Records:
□ □ □ □ □ □ □

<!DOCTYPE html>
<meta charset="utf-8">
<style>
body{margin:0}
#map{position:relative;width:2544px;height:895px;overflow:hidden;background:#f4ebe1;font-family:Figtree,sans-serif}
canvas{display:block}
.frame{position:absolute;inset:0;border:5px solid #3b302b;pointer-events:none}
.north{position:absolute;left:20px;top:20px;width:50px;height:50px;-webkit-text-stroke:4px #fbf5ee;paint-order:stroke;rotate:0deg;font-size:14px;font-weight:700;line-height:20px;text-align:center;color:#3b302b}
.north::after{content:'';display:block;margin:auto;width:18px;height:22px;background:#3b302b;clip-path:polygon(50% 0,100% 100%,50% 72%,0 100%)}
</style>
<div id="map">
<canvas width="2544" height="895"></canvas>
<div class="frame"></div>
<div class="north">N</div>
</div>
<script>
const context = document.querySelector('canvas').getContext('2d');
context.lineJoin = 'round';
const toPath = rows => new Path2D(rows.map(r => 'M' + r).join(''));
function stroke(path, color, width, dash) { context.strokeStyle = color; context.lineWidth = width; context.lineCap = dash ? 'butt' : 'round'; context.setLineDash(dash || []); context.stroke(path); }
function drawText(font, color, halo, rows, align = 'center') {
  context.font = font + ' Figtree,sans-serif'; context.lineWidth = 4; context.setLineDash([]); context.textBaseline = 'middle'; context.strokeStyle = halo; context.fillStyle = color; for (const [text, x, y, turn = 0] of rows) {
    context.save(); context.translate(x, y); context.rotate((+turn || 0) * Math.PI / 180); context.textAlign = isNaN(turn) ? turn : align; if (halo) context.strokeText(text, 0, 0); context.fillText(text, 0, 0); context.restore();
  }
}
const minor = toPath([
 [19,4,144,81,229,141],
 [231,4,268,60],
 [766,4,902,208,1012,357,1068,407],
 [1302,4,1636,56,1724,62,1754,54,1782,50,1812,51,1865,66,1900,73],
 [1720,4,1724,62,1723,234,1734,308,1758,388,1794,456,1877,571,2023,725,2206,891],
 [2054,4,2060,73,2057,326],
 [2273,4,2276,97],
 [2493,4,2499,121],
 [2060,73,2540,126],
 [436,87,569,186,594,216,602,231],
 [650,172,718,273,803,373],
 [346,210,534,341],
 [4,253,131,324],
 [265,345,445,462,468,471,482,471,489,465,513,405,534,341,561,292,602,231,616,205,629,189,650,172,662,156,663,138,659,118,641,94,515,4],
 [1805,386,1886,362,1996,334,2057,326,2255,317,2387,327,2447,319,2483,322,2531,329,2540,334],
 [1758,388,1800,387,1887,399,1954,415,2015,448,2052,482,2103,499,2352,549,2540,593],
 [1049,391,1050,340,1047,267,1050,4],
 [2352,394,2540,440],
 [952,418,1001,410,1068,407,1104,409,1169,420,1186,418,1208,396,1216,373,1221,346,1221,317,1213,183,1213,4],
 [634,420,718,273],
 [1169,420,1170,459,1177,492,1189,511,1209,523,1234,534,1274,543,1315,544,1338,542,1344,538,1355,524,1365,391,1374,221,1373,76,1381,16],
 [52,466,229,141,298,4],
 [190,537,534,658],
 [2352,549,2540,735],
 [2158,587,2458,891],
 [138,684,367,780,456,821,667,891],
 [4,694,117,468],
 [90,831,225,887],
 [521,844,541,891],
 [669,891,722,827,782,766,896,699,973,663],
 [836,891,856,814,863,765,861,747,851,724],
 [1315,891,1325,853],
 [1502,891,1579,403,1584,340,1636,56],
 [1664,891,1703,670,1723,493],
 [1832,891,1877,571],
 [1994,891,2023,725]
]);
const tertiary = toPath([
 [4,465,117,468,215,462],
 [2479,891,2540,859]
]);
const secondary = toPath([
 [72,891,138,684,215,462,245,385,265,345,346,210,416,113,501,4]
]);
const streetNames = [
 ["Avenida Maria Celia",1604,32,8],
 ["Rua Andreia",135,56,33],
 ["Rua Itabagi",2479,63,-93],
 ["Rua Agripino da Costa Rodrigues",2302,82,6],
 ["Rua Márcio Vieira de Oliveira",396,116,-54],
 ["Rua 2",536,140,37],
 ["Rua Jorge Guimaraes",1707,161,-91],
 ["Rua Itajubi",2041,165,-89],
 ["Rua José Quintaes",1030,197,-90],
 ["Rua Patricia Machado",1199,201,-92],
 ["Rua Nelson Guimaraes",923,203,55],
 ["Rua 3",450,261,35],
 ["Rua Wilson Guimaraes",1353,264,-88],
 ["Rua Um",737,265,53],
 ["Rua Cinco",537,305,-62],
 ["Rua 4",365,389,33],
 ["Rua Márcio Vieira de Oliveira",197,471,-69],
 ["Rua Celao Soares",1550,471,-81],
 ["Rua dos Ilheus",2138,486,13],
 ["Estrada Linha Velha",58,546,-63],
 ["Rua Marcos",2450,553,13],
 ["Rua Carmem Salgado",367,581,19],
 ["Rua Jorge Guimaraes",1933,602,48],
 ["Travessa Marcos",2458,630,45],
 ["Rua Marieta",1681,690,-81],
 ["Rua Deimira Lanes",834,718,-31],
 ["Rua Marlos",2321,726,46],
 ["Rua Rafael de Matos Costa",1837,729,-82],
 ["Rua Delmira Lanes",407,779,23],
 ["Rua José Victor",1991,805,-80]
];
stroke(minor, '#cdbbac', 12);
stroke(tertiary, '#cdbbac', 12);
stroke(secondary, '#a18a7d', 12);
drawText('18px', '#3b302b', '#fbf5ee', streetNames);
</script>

□ □ □ □ □ □ □

Look through the listing above. Pick out each line with "context" and copy it.

const context = document.querySelector('canvas').getContext('2d');
context.lineJoin = 'round';
function stroke(path, color, width, dash) { context.strokeStyle = color; context.lineWidth = width; context.lineCap = dash ? 'butt' : 'round'; context.setLineDash(dash || []); context.stroke(path); }
  context.font = font + ' Figtree,sans-serif'; context.lineWidth = 4; context.setLineDash([]); context.textBaseline = 'middle'; context.strokeStyle = halo; context.fillStyle = color; for (const [text, x, y, turn = 0] of rows) {
    context.save(); context.translate(x, y); context.rotate((+turn || 0) * Math.PI / 180); context.textAlign = isNaN(turn) ? turn : align; if (halo) context.strokeText(text, 0, 0); context.fillText(text, 0, 0); context.restore();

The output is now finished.